The fine — the largest antitrust levy in the European Commission’s history — comes after an exhaustive seven-year investigation finding that Google rigged search results to favor its own shopping platform.
Although shares of Google’s parent company Alphabet Inc. fell 2.6 percent to $927.33, the tech giant is still near its all-time high of $1,004, set earlier this month.
While Wall Street reacted to the commission’s decision, the pullback certainly was less dramatic than the punishment. The stock is still 6 percent higher than it was just two months ago.
So far, Google hasn’t had to change its search algorithm, but now is going to have to make some kind of move.
Morgan Stanley analyst Brian Nowak wondered about the “potential long-term changes in Google’s algorithm, search results and ability to monetize its most valuable search-result real estate with new ad products,” and said the company might simply innovate “its way through” the commission’s decision with new ad formats and pricing.
“If this happens, the performance of new ads versus shopping ads (which we believe have been performing well for advertisers) and alternatives (where else can retailers spend to reach consumers with as much intent as on search) will be important to monitor,” Nowak said.
Sam Cinquegrani, founder and chief executive officer of ObjectWave Corp., a digital marketing and tech services company, said Google would figure out the situation in Europe, one way or another.
“Google is an innovator,” Cinquegrani said. “It’s one of those companies that, I’m sure, will comply with the decision, but they’ll find a way around this, or they may simply pull out of Europe. But who loses in that scenario? The European consumer.”
Cinquegrani added that Europe’s antitrust commissioner Margrethe Vestager has a history of “going after tech companies” and that he’s not sure the commission’s reasons for going after Google are “valid.”

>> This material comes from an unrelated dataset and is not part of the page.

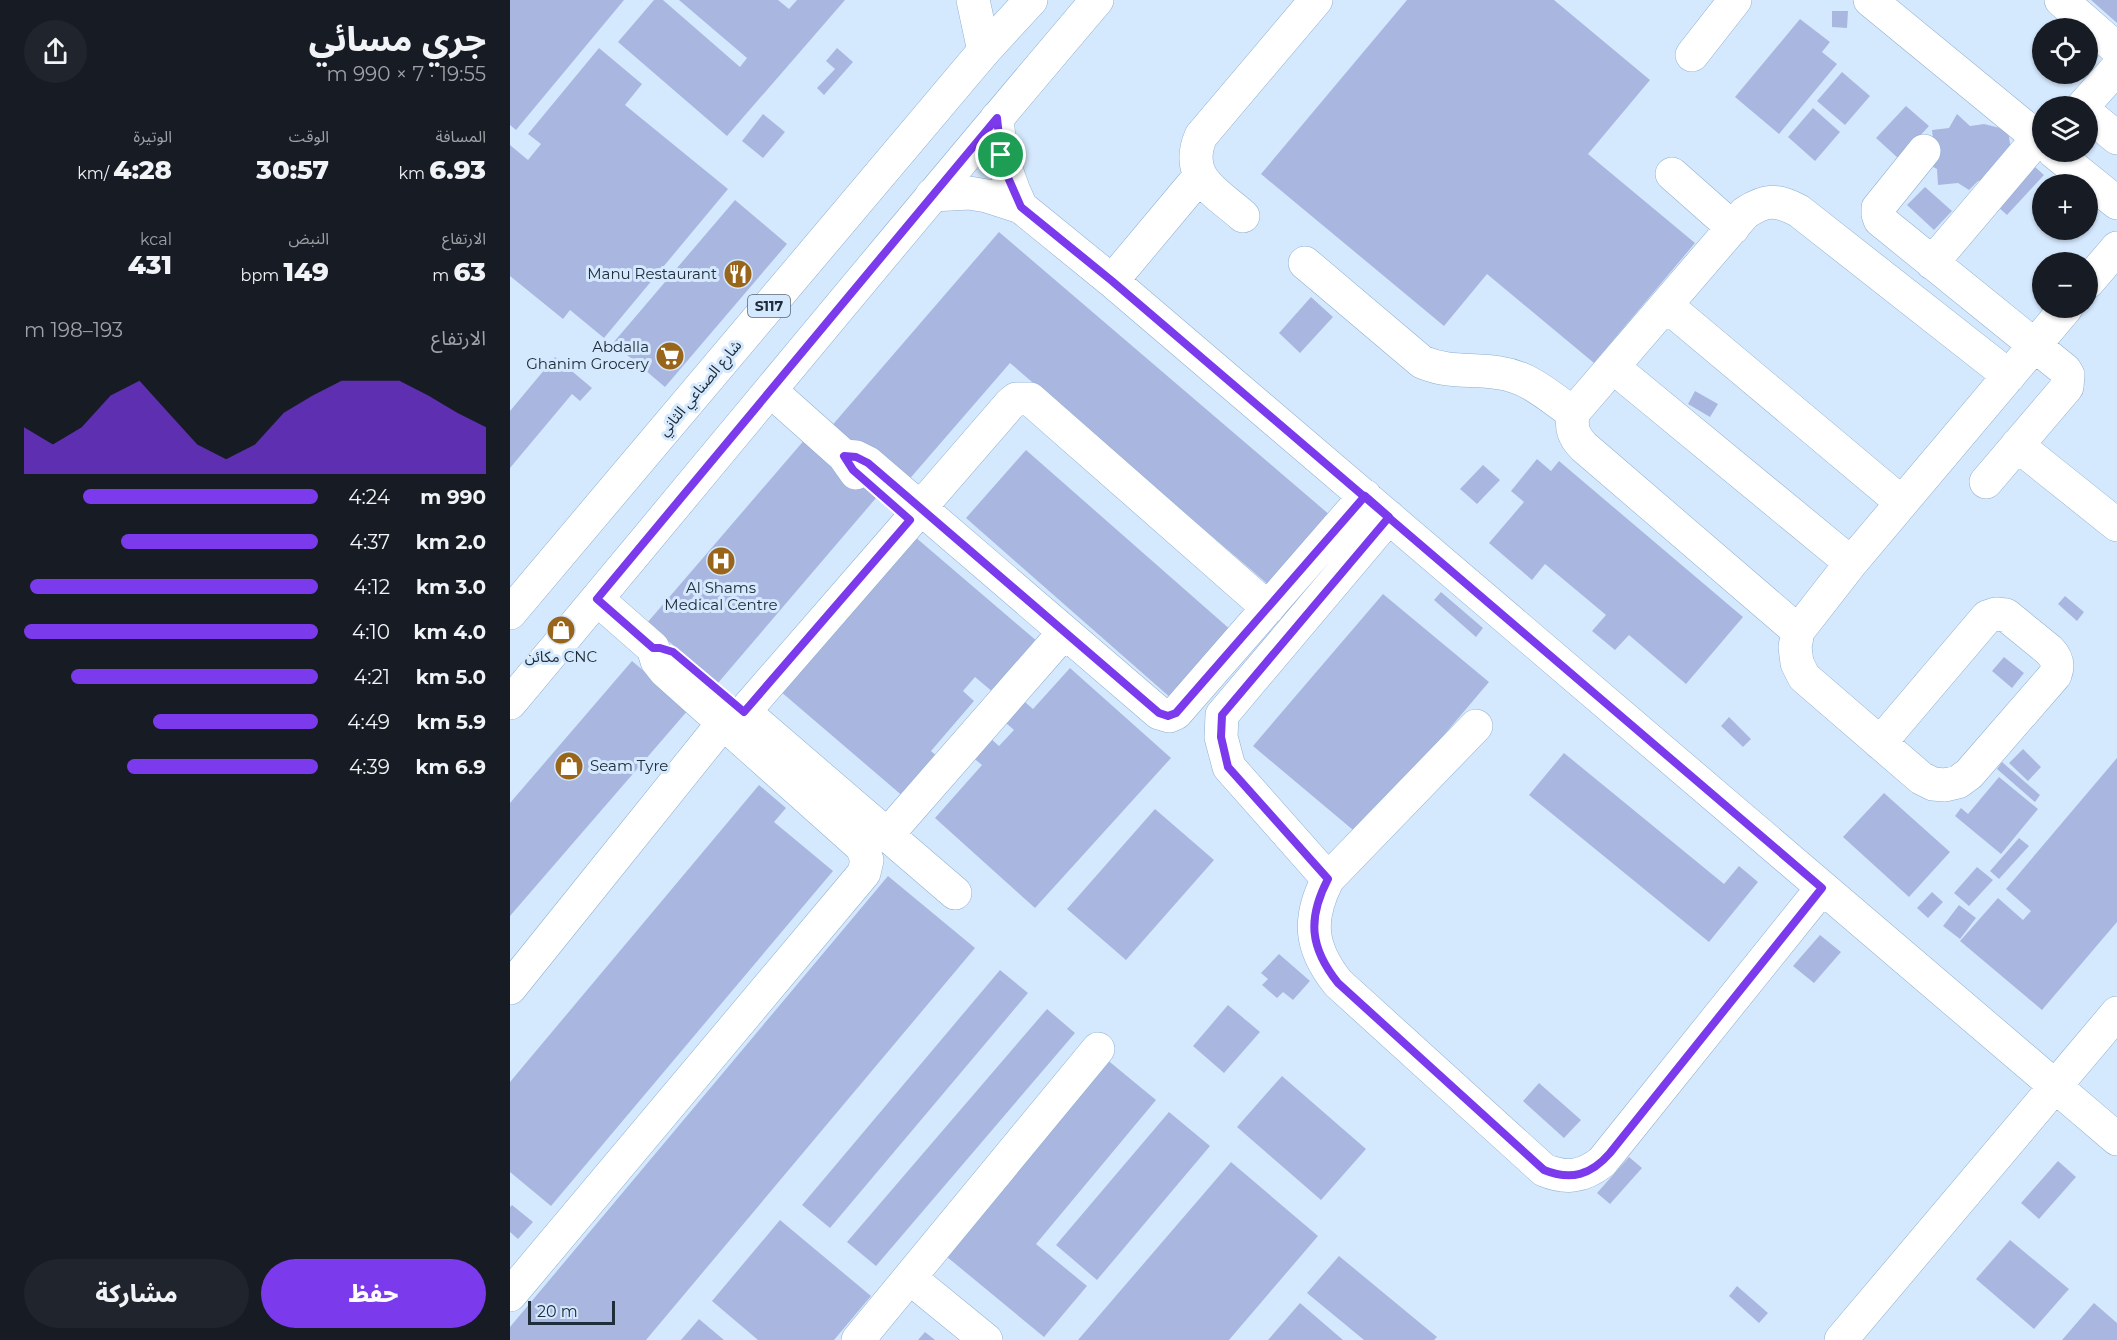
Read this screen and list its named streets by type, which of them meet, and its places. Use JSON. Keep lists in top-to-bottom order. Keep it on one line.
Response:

As for the financial impact the fine will have on Google and Alphabet, Moody’s senior vice president Neil Begley said it will be “minimal,” pointing out that Alphabet has more than $92 billion of cash and “marketable securities” available.
“However, the operational impact this fine has on the company could become more negative than the monetary loss,” Begley said. “It is unclear at this moment what changes the EU will force Google to make moving forward to comply with EU antitrust law, but we believe regulatory risk, particularly in Europe, will remain high for the world’s leading digital advertising company.”
Google for its part is already considering an appeal of the commission’s decision and its senior vice president and general counsel Kent Walker said the company “respectfully disagrees” with the commission’s conclusions.
But the commission wasn’t hasty is reaching its decision against Google and the 2.4 billion euro fine is the result of an investigation that began in 2010 and took into account a massive amount of internal data from Google, as well as research and studies of its own.
The commission found that Google has “systematically given prominent placement” to its comparison service since 2008, and the fine “reflects the serious and sustained nature of Google’s violations of EU antitrust rules.”